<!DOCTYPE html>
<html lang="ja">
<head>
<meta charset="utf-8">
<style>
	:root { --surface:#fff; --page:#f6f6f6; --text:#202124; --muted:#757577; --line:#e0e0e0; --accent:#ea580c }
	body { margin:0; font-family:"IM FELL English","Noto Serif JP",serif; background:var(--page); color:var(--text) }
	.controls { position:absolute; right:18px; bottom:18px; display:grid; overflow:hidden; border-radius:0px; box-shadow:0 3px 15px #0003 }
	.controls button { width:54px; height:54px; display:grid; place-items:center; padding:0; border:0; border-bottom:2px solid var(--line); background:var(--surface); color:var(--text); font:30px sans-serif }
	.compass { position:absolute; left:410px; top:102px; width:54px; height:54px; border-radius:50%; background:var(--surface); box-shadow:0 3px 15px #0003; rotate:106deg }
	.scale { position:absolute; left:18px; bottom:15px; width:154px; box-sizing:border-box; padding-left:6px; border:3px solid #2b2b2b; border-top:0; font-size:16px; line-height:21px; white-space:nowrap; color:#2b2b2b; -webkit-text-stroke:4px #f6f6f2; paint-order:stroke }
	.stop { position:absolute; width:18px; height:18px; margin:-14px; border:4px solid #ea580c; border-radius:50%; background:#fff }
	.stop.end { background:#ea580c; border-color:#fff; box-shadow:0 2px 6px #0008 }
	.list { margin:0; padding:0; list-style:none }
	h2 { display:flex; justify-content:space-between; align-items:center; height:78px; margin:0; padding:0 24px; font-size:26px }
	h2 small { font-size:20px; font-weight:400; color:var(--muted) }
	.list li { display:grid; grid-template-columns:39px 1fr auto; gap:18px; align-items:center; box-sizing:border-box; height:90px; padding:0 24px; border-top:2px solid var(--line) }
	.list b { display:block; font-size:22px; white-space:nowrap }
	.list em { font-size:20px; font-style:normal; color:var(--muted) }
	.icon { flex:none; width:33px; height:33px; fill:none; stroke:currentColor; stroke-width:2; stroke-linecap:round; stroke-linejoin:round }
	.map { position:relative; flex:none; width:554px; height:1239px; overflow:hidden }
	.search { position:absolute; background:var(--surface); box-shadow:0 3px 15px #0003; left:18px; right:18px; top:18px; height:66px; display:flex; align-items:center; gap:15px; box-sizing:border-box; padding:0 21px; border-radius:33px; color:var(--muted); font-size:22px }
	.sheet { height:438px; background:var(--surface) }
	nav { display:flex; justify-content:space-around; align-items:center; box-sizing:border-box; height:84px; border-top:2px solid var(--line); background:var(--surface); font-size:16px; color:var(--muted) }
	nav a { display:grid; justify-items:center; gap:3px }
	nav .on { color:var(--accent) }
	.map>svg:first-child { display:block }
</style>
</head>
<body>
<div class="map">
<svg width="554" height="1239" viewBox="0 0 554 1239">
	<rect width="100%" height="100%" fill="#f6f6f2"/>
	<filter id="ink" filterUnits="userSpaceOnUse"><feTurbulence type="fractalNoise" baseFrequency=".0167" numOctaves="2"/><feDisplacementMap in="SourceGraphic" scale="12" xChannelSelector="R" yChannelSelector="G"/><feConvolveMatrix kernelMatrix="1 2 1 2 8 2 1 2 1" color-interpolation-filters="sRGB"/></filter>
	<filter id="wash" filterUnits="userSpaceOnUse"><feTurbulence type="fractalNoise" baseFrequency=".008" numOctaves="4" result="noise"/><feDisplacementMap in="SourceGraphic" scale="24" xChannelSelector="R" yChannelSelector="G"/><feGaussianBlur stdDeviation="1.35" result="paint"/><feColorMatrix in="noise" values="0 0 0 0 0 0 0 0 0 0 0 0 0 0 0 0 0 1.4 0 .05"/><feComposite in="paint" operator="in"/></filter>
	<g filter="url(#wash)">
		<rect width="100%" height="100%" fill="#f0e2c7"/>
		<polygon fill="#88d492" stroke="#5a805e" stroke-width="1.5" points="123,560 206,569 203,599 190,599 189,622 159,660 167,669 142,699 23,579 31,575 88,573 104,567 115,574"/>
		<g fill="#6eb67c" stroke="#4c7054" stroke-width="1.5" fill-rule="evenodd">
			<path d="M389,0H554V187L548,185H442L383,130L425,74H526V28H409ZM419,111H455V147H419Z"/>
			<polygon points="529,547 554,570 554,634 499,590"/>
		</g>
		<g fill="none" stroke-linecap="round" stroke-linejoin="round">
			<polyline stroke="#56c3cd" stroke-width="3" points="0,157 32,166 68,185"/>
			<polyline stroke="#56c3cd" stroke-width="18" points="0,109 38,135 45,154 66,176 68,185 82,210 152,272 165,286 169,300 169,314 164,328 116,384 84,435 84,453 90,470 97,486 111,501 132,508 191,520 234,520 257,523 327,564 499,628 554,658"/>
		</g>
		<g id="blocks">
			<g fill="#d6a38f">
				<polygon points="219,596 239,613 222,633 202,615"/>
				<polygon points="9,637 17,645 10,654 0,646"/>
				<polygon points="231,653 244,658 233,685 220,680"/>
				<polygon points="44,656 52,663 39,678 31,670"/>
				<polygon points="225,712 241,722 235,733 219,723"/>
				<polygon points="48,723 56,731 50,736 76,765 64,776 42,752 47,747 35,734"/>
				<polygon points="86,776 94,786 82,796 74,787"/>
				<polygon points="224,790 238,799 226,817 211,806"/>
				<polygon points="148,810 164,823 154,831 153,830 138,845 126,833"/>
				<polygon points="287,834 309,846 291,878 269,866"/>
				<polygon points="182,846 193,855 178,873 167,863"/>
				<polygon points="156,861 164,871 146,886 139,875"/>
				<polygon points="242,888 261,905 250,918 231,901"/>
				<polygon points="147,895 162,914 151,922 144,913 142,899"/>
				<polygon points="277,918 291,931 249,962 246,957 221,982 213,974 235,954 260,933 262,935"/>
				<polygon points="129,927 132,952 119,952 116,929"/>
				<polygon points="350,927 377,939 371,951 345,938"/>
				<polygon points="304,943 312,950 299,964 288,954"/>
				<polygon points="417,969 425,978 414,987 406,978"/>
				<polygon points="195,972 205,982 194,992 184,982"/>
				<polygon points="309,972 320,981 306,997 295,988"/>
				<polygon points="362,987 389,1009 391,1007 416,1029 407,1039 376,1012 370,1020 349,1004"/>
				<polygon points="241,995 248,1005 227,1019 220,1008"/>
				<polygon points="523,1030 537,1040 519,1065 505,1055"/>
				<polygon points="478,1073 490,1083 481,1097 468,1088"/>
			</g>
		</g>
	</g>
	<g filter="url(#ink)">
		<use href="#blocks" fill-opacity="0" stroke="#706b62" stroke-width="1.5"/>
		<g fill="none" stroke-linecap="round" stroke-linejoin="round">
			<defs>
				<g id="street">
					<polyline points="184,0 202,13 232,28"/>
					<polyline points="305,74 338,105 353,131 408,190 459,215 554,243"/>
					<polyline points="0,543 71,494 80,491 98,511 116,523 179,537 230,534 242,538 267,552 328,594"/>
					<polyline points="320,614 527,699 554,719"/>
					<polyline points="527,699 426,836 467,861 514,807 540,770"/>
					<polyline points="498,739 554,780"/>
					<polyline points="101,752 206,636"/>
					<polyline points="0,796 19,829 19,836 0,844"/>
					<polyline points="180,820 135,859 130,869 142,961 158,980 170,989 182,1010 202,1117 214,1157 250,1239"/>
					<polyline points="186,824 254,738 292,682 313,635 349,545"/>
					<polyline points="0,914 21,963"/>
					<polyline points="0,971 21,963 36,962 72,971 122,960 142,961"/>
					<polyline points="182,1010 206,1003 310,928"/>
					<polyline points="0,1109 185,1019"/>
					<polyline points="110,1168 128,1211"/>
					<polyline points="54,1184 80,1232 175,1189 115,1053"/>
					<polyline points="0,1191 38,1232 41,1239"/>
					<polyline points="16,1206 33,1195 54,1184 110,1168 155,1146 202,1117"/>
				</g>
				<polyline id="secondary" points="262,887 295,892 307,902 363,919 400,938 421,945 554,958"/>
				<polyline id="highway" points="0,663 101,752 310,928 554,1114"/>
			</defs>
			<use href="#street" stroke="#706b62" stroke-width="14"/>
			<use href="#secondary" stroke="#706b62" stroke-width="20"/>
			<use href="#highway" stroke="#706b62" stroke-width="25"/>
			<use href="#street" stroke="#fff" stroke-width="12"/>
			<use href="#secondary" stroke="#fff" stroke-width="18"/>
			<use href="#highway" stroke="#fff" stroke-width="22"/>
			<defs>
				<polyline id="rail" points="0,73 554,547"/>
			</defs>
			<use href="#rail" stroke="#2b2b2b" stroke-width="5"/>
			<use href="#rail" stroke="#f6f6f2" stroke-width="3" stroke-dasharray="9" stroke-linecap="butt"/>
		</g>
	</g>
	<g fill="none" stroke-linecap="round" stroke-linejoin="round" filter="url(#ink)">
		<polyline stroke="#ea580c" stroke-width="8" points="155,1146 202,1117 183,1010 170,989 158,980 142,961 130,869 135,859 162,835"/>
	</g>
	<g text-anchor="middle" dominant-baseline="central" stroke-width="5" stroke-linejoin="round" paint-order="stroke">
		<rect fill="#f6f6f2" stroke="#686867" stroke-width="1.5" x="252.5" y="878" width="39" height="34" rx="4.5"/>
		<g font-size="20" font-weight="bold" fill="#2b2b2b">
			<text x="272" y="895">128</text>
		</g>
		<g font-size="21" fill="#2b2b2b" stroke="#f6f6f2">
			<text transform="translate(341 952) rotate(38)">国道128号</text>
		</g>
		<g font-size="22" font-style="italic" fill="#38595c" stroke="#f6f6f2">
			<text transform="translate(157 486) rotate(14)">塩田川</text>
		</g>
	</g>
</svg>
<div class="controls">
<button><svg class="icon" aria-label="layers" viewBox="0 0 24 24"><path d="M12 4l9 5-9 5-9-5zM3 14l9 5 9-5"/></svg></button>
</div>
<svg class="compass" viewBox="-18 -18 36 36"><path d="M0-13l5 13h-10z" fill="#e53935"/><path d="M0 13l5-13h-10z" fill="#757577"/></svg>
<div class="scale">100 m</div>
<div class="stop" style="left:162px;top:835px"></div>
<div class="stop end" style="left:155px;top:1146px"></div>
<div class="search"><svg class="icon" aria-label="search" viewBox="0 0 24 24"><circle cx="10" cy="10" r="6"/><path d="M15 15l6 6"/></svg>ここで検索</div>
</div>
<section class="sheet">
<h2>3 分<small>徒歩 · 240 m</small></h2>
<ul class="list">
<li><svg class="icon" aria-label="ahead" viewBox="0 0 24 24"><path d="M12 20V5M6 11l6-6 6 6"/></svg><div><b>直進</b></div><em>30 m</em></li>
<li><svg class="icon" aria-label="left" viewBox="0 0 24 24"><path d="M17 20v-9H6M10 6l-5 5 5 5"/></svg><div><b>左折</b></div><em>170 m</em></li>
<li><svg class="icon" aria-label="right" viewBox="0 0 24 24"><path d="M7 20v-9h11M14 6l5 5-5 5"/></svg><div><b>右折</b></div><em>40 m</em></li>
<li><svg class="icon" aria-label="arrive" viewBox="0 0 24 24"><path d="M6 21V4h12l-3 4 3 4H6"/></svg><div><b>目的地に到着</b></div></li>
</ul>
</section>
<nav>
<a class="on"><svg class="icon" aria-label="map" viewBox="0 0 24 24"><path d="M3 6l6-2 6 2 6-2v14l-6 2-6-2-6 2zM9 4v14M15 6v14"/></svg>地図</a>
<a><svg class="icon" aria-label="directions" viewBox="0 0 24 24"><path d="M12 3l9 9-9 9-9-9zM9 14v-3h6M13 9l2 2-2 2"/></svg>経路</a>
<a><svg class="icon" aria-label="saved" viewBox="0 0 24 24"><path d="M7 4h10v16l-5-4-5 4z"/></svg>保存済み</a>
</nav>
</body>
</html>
____________________
Work task
Show me each line of the listing above with "filterUnits" in it.

Finished exercise
	<filter id="ink" filterUnits="userSpaceOnUse"><feTurbulence type="fractalNoise" baseFrequency=".0167" numOctaves="2"/><feDisplacementMap in="SourceGraphic" scale="12" xChannelSelector="R" yChannelSelector="G"/><feConvolveMatrix kernelMatrix="1 2 1 2 8 2 1 2 1" color-interpolation-filters="sRGB"/></filter>
	<filter id="wash" filterUnits="userSpaceOnUse"><feTurbulence type="fractalNoise" baseFrequency=".008" numOctaves="4" result="noise"/><feDisplacementMap in="SourceGraphic" scale="24" xChannelSelector="R" yChannelSelector="G"/><feGaussianBlur stdDeviation="1.35" result="paint"/><feColorMatrix in="noise" values="0 0 0 0 0 0 0 0 0 0 0 0 0 0 0 0 0 1.4 0 .05"/><feComposite in="paint" operator="in"/></filter>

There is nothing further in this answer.